Source records

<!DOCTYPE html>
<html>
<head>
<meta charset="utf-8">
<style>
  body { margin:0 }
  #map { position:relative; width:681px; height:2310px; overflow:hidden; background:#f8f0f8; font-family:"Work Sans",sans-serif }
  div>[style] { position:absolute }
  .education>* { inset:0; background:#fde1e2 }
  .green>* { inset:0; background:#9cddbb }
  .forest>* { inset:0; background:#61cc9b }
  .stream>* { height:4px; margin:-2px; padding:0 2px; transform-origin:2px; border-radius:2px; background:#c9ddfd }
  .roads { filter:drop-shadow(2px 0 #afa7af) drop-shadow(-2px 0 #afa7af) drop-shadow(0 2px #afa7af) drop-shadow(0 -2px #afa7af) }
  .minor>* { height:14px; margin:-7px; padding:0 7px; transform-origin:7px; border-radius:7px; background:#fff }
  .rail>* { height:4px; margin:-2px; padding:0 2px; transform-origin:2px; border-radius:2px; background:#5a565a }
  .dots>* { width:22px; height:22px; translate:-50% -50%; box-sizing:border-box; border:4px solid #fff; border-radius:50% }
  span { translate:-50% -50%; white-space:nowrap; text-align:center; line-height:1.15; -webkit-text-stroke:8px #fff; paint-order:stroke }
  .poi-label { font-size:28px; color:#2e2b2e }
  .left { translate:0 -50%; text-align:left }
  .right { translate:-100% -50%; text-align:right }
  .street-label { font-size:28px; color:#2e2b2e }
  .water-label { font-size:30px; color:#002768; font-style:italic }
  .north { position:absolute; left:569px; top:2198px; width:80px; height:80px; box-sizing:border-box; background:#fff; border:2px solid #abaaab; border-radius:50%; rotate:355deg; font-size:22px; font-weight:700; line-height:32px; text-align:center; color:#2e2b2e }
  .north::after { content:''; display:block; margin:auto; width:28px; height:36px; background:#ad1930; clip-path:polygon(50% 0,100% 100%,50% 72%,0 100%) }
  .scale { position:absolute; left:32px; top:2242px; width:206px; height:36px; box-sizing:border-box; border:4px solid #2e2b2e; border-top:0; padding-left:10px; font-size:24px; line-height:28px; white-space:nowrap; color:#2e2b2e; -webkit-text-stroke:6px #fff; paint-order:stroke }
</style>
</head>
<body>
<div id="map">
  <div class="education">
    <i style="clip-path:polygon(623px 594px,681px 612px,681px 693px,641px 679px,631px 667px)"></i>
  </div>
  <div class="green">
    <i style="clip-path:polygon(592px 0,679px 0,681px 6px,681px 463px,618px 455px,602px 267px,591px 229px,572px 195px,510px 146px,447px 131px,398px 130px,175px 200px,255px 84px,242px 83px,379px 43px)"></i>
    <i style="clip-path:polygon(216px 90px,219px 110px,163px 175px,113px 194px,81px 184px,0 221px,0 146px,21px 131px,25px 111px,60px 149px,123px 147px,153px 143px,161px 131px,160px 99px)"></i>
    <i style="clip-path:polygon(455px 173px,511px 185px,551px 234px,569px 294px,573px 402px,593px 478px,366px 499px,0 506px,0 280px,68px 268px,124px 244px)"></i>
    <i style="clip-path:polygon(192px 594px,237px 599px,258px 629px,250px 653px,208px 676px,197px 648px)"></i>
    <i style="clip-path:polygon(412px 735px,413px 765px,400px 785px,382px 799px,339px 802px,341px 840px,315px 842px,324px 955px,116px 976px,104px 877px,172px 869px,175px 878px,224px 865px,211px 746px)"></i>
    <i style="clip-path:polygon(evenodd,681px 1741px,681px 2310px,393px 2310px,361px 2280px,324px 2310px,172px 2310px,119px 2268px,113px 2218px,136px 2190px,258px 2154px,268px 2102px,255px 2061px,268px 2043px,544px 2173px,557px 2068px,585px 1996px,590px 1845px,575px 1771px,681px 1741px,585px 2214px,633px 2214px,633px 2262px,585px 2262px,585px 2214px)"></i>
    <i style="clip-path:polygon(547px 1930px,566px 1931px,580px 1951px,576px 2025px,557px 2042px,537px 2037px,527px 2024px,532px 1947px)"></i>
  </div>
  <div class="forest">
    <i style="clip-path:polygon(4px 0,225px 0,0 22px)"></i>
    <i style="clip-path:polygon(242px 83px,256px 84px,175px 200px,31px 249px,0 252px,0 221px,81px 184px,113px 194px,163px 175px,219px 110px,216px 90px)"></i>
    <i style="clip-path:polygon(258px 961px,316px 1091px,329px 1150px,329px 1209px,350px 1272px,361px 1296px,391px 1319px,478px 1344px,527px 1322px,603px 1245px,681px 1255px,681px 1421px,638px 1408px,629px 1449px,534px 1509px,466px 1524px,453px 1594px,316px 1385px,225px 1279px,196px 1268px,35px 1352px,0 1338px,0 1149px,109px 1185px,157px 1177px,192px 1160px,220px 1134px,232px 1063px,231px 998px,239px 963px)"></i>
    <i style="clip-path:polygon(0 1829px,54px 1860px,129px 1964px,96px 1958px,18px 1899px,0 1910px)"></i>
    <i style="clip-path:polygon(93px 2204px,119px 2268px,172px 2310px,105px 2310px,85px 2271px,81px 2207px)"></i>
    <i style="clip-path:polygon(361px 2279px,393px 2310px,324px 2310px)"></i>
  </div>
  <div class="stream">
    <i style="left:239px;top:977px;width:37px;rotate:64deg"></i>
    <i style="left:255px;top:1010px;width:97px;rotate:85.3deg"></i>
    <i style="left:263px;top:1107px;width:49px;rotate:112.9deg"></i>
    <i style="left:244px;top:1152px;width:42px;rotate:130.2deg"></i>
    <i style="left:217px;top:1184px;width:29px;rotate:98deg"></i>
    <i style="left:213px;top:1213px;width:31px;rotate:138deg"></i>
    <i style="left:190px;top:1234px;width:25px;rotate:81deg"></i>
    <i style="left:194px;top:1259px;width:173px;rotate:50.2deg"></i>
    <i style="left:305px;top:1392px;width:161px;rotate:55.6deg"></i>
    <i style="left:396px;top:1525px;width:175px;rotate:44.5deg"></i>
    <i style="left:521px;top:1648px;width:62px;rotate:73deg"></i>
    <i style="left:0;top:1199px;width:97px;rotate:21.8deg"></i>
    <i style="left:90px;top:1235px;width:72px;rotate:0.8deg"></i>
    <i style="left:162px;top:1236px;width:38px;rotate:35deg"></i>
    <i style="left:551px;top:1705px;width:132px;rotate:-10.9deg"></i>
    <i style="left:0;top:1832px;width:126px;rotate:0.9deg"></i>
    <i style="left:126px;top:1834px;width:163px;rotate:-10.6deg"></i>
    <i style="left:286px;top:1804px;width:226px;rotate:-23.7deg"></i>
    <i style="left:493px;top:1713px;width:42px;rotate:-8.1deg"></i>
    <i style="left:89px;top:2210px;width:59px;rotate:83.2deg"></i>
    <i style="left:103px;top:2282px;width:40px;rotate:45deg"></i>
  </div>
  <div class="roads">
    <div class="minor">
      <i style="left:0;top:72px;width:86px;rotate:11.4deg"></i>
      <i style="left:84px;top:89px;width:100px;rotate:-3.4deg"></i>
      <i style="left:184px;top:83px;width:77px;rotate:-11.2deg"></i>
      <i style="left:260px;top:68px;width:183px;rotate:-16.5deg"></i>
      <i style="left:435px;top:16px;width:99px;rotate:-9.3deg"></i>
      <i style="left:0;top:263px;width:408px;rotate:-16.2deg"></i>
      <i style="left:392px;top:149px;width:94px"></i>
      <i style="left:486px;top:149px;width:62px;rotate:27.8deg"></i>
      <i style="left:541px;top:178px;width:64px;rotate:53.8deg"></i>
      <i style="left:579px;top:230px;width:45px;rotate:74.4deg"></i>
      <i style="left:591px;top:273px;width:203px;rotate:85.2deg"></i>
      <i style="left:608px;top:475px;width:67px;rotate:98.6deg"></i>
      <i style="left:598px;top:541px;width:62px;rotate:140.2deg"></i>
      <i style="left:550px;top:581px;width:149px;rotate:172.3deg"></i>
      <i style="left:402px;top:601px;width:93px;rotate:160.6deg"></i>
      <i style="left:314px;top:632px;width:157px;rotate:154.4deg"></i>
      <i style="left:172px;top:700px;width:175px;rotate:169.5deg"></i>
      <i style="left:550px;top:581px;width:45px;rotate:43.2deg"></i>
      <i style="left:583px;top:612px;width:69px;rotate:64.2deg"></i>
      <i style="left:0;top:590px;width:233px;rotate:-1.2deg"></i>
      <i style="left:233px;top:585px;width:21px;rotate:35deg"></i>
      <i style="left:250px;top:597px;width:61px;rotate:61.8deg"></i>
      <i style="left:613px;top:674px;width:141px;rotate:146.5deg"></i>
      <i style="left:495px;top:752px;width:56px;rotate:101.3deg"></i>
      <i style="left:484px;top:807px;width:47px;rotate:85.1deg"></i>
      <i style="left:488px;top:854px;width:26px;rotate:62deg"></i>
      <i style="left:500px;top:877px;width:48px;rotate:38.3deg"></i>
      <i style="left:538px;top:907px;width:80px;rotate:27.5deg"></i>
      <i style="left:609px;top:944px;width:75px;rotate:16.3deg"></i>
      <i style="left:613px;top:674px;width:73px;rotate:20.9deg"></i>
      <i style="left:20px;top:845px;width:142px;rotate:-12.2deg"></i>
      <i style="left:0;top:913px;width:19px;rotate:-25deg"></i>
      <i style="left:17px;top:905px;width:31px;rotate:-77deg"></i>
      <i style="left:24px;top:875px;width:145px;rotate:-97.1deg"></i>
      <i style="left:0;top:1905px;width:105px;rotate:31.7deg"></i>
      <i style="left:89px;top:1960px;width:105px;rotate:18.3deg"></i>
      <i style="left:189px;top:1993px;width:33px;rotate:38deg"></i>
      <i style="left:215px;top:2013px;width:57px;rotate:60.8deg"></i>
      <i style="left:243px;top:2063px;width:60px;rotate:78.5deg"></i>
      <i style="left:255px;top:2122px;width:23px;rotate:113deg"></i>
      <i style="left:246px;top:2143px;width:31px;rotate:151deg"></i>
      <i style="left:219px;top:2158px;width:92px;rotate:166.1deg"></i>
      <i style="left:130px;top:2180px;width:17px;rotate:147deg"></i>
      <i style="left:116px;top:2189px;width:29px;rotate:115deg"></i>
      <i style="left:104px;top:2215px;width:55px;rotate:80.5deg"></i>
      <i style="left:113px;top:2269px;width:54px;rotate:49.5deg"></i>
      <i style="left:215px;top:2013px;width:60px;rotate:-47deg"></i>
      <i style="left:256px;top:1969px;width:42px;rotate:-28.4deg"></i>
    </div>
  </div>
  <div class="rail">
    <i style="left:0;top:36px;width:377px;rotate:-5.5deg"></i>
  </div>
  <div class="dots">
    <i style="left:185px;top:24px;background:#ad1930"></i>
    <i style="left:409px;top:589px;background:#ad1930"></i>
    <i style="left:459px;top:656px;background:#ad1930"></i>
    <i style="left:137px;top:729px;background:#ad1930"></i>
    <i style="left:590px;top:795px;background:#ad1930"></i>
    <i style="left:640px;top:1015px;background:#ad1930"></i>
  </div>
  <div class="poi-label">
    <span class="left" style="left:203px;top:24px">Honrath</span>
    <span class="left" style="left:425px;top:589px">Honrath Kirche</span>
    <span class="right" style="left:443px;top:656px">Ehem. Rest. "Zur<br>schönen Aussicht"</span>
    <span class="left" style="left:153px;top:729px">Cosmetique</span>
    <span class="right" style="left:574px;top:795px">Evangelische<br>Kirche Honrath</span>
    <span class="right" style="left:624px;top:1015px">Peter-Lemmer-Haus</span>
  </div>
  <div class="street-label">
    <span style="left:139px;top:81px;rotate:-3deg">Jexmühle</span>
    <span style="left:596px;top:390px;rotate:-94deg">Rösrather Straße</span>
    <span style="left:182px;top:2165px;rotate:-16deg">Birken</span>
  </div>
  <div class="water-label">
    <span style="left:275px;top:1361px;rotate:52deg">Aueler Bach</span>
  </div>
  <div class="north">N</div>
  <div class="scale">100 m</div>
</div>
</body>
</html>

WHAT THE TASK REQUIRES: Show every line in the records above that contains the word "stream".

RESPONSE AREA:
  .stream>* { height:4px; margin:-2px; padding:0 2px; transform-origin:2px; border-radius:2px; background:#c9ddfd }
  <div class="stream">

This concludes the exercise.